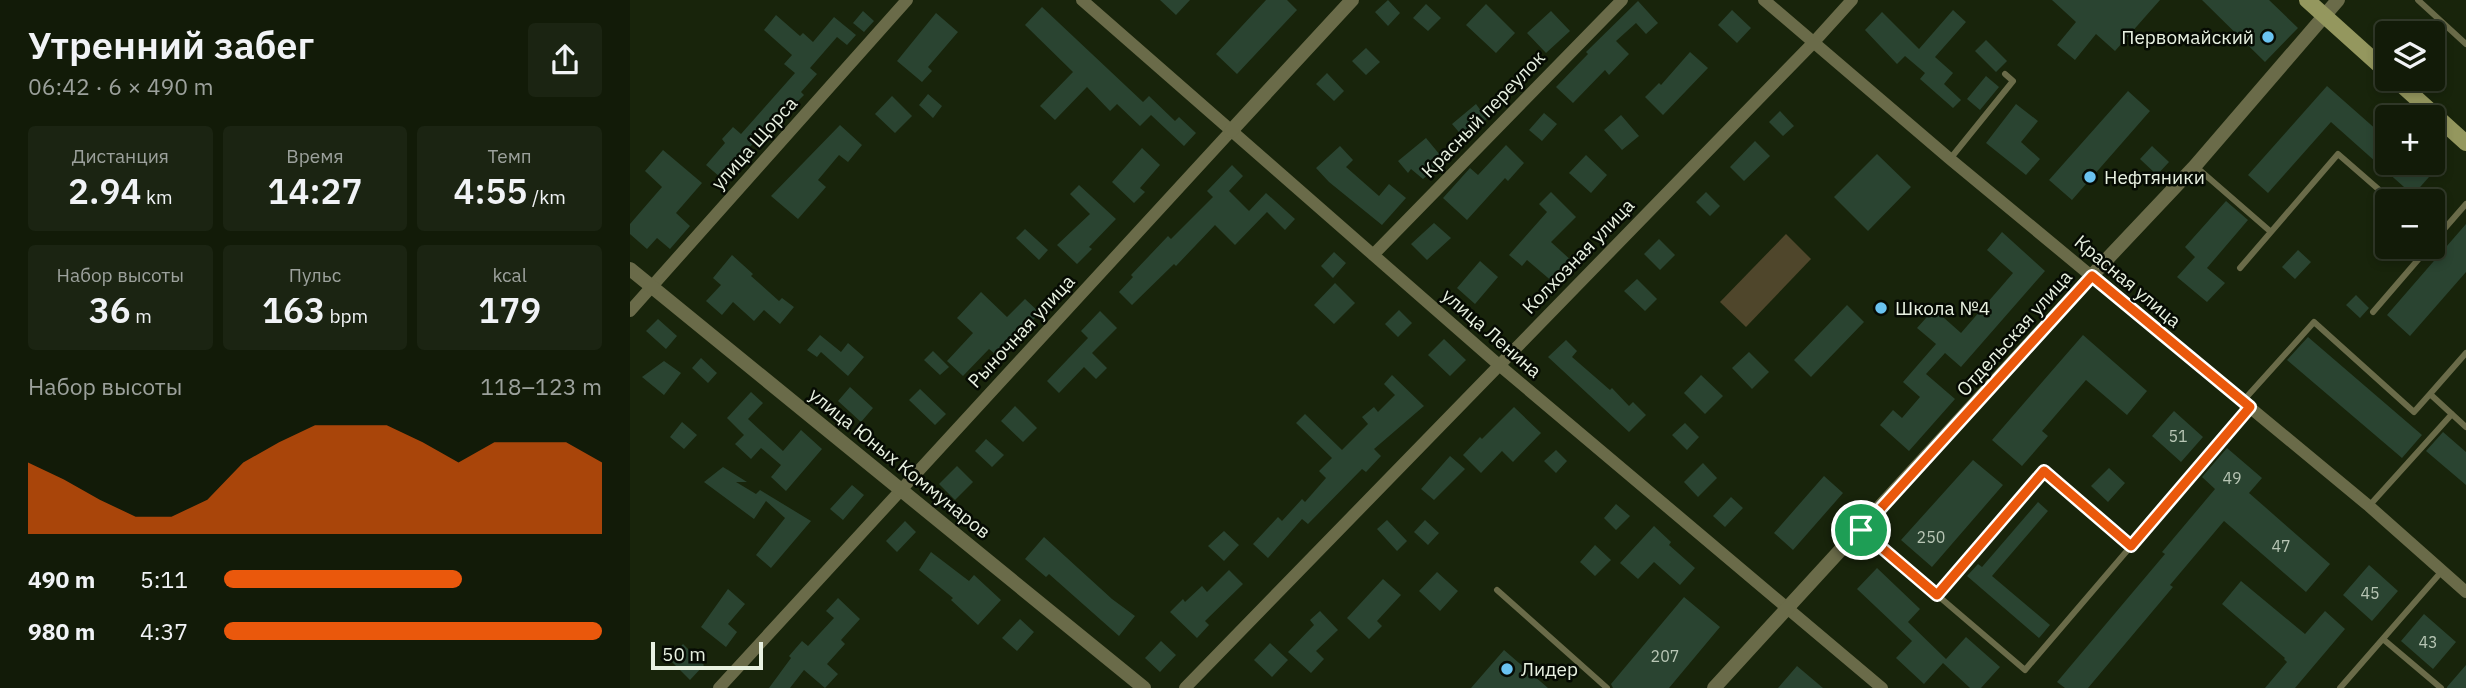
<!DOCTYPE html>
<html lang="ru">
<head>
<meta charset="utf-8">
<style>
  body { margin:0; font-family:"IBM Plex Sans",sans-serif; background:#1b2412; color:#f1f3f6; height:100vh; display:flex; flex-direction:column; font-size:26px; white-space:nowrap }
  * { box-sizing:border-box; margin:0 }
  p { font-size:23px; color:#9ca19c }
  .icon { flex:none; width:38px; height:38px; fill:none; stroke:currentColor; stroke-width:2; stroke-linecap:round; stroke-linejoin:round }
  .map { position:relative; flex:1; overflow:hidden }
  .panel { display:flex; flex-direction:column; background:#121b08; width:630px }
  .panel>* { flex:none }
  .tools { position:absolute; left:1745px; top:21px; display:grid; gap:14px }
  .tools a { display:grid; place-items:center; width:70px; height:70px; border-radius:7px; background:#121b08; box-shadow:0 4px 10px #0003,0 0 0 2px #313929; font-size:35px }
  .scale { position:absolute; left:21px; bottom:18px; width:112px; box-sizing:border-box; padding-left:7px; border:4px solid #e8f1e1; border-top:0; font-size:19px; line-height:24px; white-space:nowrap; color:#e8f1e1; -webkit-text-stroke:5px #060b03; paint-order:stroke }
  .pin { position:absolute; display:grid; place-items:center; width:60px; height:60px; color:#fff; margin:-30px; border:4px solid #fff; border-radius:50%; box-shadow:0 2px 7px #0007 }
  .round { display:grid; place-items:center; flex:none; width:74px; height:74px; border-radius:7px; background:#1b2412 }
  .summary { display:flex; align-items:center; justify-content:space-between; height:119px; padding:0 28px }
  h1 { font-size:38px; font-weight:600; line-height:52px }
  .metrics { display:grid; grid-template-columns:repeat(3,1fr); gap:10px; height:119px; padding:7px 28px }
  .metrics div { display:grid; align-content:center; border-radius:7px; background:#1b2412; text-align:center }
  .metrics b { font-size:35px; font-weight:600 }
  .metrics small { font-size:19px; font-weight:400 }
  .metrics p { font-size:19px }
  .chart { height:196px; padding:14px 28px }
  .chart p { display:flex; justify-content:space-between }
  .chart svg { width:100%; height:126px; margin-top:7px; fill:#ea580c; opacity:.7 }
  ul { padding:0 28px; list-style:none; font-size:23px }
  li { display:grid; grid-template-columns:112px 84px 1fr; align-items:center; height:52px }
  li i { height:18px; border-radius:9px; background:#ea580c }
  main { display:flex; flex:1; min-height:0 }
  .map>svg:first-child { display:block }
  .green { fill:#4f462b }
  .building { fill:#2a4431 }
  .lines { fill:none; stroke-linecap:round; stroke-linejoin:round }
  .service { stroke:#6a6b49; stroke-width:6 }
  .minor { stroke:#6a6b49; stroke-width:12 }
  .tertiary { stroke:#6a6b49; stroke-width:14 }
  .secondary { stroke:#94975e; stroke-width:16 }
  .route-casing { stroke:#fff; stroke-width:14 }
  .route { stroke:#ea580c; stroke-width:9 }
  .poi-dot { fill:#6ac3f1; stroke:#060b03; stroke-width:2.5 }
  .labels { text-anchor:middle; stroke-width:5; stroke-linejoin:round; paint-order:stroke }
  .number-label { font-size:16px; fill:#b8c6b5 }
  .poi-label { font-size:19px; fill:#e8f1e1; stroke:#060b03; text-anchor:start }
  .street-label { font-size:19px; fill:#e8f1e1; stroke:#060b03 }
</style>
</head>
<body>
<main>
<section class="panel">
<div class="summary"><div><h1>Утренний забег</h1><p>06:42 · 6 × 490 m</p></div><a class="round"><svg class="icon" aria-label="share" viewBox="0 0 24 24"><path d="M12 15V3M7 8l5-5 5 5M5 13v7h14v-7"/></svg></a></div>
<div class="metrics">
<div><p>Дистанция</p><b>2.94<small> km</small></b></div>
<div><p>Время</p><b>14:27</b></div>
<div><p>Темп</p><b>4:55<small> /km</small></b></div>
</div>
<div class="metrics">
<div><p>Набор высоты</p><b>36<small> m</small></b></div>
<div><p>Пульс</p><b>163<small> bpm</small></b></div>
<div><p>kcal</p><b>179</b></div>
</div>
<div class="chart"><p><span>Набор высоты</span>118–123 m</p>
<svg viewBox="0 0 160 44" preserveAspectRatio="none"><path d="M0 44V19L10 25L20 32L30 38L40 38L50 32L60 19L70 12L80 6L90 6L100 6L110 12L120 19L130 12L140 12L150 12L160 19V44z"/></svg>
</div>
<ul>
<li><b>490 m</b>5:11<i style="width:63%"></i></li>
<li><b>980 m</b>4:37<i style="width:100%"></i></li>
</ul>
</section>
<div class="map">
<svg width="1836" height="688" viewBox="0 0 1836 688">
  <rect width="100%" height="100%" fill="#18240b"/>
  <path class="green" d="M1156,234L1181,259L1116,327L1090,302Z"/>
  <path class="building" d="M530,0H560L546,15Z
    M636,0H657L667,10L607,74L586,54Z
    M758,0L770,13L758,26L745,12Z
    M1422,0H1530L1485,51L1466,34L1445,60L1427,45L1446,22Z
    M1572,0H1639L1668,28L1635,62Z
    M1008,1L1028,23L1016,34L1006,23L986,41L999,54L979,75L975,70L943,103L926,87L958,54L956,52Z
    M796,4L811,18L798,31L783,18Z
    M856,4L885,33L866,53L836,25Z
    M412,7L513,102L519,96L545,121L549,117L566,133L554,146L521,115L510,126L487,104L480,111L457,87L425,120L410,106L443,72L395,25Z
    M1102,10L1121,28L1107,43L1088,25Z
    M1323,10L1336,22L1305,57L1323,73L1314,84L1331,100L1323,108L1290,79L1295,73L1275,56L1267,64L1235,30L1252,12L1289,49Z
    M233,11L244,21L234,32L223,23Z
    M921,11L940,31L916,53L897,33Z
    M306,13L328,32L298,67L302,71L292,82L267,61Z
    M146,15L170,36L173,33L183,42L204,17L226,35L217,45L207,37L180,68L187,74L171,92L174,95L163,106L159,102L128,138L103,166L107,170L97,183L76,165L95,143L92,139L103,127L111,134L165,73L154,64L162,55L134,30Z
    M1356,40L1377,61L1366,72L1345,51Z
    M736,48L750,62L736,75L722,61Z
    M1060,52L1078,68L1033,115L1015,97L1029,83L1031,85Z
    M697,73L714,91L704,101L686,84Z
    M1356,76L1369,87L1350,110L1337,99Z
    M1697,86L1757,139V163H1783L1799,177L1783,195L1701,122L1638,193L1618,175Z
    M1498,91L1520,111L1442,200L1419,180Z
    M298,94L312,106L303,118L289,105Z
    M262,96L282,116L265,133L245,114Z
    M846,104L857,119L834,138L822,124Z
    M1386,104L1408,121L1391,142L1410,159L1396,175L1356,143Z
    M1150,111L1164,126L1153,136L1139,122Z
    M914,113L927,124L912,141L899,130Z
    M991,115L1009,136L992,150L974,130Z
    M210,125L232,145L218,162L209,155L188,180L196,187L168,219L141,196Z
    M796,138L815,161L793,179L781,169L778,173L768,161Z
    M1125,141L1140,156L1114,181L1100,167Z
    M876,145L894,163L878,181L875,178L837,220L813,198L840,168L848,175Z
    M710,146L723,160L716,167L749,196L759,184L776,198L752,225L699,182L686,168Z
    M1522,146L1539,162L1527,175L1510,159Z
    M512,148L530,165L510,188L515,192L504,203L482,182Z
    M33,150L72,183L46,213L60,226L40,249L27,238L17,249L0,234V224L32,187L15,171Z
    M1247,154L1281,187L1238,231L1204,197Z
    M956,155L977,175L961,193L939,173Z
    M602,165L613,176L599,191L619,211L636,193L665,219L655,230L637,212L605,245L585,225L546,266L544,264L502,305L489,292L503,277L501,275L538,236L541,239L583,197L577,191Z
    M449,185L486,219L459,247L462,249L447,264L427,245L460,214L440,194Z
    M921,192L946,217L921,242L943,262L924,283L897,260L892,266L879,255L917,212L909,204Z
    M1076,192L1090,206L1080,216L1066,202Z
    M1596,201L1618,220L1577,268L1595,283L1577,302L1547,277L1565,257L1555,247Z
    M804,223L821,238L797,260L781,244Z
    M1836,224V272L1780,336L1757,315Z
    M395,229L418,250L409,260L386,238Z
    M1372,232L1415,271L1331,367L1315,353L1296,374L1325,399L1279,451L1250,425L1263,410L1272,418L1290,397L1273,382L1306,344L1287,328L1304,309L1331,333L1383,273L1357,250Z
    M1029,239L1045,255L1030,270L1014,254Z
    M1668,250L1681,262L1665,279L1652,267Z
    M704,252L716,263L703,278L691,266Z
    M102,255L123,274L121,276L149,301L152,298L164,307L150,324L134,310L124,321L103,302L92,315L76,301L91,285L83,278Z
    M850,261L868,277L845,304L827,288Z
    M1007,279L1027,299L1015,311L994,291Z
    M705,283L725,303L704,324L684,305Z
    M351,292L377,317L395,299L410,313L396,327L393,324L365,354L359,349L333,376L317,361L343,333L327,318Z
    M1726,295L1739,308L1730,318L1716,305Z
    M1217,305L1234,322L1181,377L1164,360Z
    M769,310L782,323L768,337L755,324Z
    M470,311L487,328L462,353L477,368L466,379L454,367L429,393L417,381L458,338L451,331Z
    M28,319L47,336L36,349L16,331Z
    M190,335L211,352L218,343L234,357L218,376L191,352L187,357L177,350Z
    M1453,335L1517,391L1497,415L1456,380L1412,431L1418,436L1392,466L1362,440Z
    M1678,337L1792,435L1772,458L1657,360Z
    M814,339L836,360L820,376L798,355Z
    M936,340L947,351L942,357L980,390L982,388L999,406L1003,402L1016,415L999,432L918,357Z
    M303,351L319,367L310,375L294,360Z
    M1119,352L1139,372L1122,389L1102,368Z
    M71,358L87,373L78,383L62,368Z
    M34,361L51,373L34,395L12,377Z
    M762,375L794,406L744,449L751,456L736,472L732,469L678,524L672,519L638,558L623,544L648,517L652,521L672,499L675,502L696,478L689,471L702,458L666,423L675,414L712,450L738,424L732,417L744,407L748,412L765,395L754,384Z
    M1071,375L1093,396L1075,414L1054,393Z
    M220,387L243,408L231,422L208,401Z
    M290,389L316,414L305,425L279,400Z
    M121,392L133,403L118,419L153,451L171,430L192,449L156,491L141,477L151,465L131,448L121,459L105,444L114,435L97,418Z
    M385,406L407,428L393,442L371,421Z
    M884,407L911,433L883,462L872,451L851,473L833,455L850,437L852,439Z
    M1544,411L1573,437L1551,462L1522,436Z
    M52,422L67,435L54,449L40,437Z
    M1055,423L1069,437L1057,450L1042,435Z
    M1813,432L1836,452V485L1796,451Z
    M356,439L374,455L362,467L345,451Z
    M1597,448L1632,478L1619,493L1700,564L1676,592L1594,521L1540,585L1543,587L1458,688H1435L1427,682L1535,554L1532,552L1585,489L1572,477Z
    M926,450L937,461L926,473L914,461Z
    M820,456L835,469L804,500L791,489Z
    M1343,460L1373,485L1302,567L1271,540Z
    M1073,463L1087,478L1068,497L1054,482Z
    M327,466L343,482L325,500L309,484Z
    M93,467L117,482H106L126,494L130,490L181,521L141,568L126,555L155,518L136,501L124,519L74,482Z
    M1479,468L1495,483L1478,502L1461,486Z
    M1194,476L1213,493L1163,550L1144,533Z
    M222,485L234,495L213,520L200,509Z
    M1101,497L1113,508L1095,527L1083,516Z
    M1408,502L1418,511L1362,576L1420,625L1409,638L1337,576L1348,564L1352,567Z
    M986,504L1000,516L986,530L974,518Z
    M757,520L777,541L767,551L747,529Z
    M795,520L809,533L798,545L784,532Z
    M275,521L286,532L267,552L256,541Z
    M1024,526L1041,542L1039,545L1065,568L1050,585L1024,562L1008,579L990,563Z
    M594,531L609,545L594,561L578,546Z
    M414,537L482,599L505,616L489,636L419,574L416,577L395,559Z
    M965,545L981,560L965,576L950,562Z
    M301,552L339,581L344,575L371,600L348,625L321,600L323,598L289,570Z
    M1739,565L1768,591L1742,621L1713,595Z
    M1247,568L1290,609L1278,622L1316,659L1336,637L1370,667L1351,688H1340L1313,663L1294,684L1266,658L1282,641L1227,589Z
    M599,570L613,584L575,621L579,625L567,638L540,612L553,599L555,602L572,586L577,592Z
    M807,572L828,591L810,611L789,591Z
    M753,579L771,595L747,621L752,626L739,639L717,618Z
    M1611,581L1675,634L1695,611L1715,629L1665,688H1635L1657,662L1654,659L1655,658L1592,604Z
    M98,589L115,604L98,624L107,632L96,647L71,627Z
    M1054,597L1090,627L1039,688H983L981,684Z
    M208,598L230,619L211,640L215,644L197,664L208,674L195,688L174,670L160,688H139L161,658L159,656L172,641L178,646L204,618L196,611Z
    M690,611L708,630L686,651L694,659L681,673L658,652L684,625L680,620Z
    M1794,614L1826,642L1803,669L1771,641Z
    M390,619L404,632L387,651L372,638Z
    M531,641L546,655L530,672L515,658Z
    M640,643L658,660L642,677L624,660Z
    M53,644L74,665L60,680L39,659Z
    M874,650L918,688H841Z
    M1836,665V688H1817V687Z
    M1167,666L1193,688H1148Z"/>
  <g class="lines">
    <path class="service" d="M1788,0L1836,44
      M1320,159L1383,81L1375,74
      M1565,166L1641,232
      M1802,243L1836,204
      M1610,268L1708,154L1762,201
      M1743,312L1799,247
      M1800,394L1836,353
      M1613,401L1684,322L1784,412L1800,394L1836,427
      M1739,506L1822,414
      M1231,530L1395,670L1620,407
      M867,590L977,688
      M1307,595L1414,471L1501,546
      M1753,639L1811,688
      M1710,688L1812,571"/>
    <path class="minor" d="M452,0L869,365L1252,688
      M1134,0L1320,159L1739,506L1836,592
      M743,255L992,0
      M0,311L277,0
      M89,688L601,131
      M555,688L1184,42L1222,0"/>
    <path class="tertiary" d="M601,131L722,0
      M0,269L514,688
      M1084,688L1480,256L1565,166L1708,0"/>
    <path class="secondary" d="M1677,0L1757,72
      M1765,79L1836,143"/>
  </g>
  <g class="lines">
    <g class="route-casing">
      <path id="route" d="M1462,276L1620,407L1501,546L1414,471L1307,595L1231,530Z"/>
    </g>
    <use href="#route" class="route"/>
  </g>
  <g class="poi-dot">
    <circle cx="1638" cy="37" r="7"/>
    <circle cx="1460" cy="177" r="7"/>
    <circle cx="1251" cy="308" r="7"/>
    <circle cx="877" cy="669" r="7"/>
  </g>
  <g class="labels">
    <g class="number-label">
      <text x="1548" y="442">51</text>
      <text x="1602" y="484">49</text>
      <text x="1301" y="543">250</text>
      <text x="1651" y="552">47</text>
      <text x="1740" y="599">45</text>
      <text x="1798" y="648">43</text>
      <text x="1035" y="662">207</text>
    </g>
    <g class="poi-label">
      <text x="1624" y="44" text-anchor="end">Первомайский</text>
      <text x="1474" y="184">Нефтяники</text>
      <text x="1265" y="315">Школа №4</text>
      <text x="891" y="676">Лидер</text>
    </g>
    <g class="street-label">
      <text transform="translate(853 114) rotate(-46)" y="7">Красный переулок</text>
      <text transform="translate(124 143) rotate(-48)" y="7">улица Щорса</text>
      <text transform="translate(948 256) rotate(-46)" y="7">Колхозная улица</text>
      <text transform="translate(1498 281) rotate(40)" y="7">Красная улица</text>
      <text transform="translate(391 331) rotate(-47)" y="7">Рыночная улица</text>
      <text transform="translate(862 333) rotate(41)" y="7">улица Ленина</text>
      <text transform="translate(1384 333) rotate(-48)" y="7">Отдельская улица</text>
      <text transform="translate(270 463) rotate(39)" y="7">улица Юных Коммунаров</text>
    </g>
  </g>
</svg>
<div class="tools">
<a><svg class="icon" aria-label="layers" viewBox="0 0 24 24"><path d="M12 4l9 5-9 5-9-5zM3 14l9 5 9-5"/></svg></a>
<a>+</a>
<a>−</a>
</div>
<div class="scale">50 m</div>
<div class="pin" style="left:1231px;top:530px;background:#1e9e55"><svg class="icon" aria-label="arrive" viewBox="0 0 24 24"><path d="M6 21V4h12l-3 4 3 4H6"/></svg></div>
</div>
</main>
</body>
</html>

DIRECTIONS FOR THIS TASK: Give back exactly the lines from the first line of the data through the line with "position:absolute; left:1745px; top:21px;", pictures excluded.

ANSWER TO THIS TASK:
<!DOCTYPE html>
<html lang="ru">
<head>
<meta charset="utf-8">
<style>
  body { margin:0; font-family:"IBM Plex Sans",sans-serif; background:#1b2412; color:#f1f3f6; height:100vh; display:flex; flex-direction:column; font-size:26px; white-space:nowrap }
  * { box-sizing:border-box; margin:0 }
  p { font-size:23px; color:#9ca19c }
  .icon { flex:none; width:38px; height:38px; fill:none; stroke:currentColor; stroke-width:2; stroke-linecap:round; stroke-linejoin:round }
  .map { position:relative; flex:1; overflow:hidden }
  .panel { display:flex; flex-direction:column; background:#121b08; width:630px }
  .panel>* { flex:none }
  .tools { position:absolute; left:1745px; top:21px; display:grid; gap:14px }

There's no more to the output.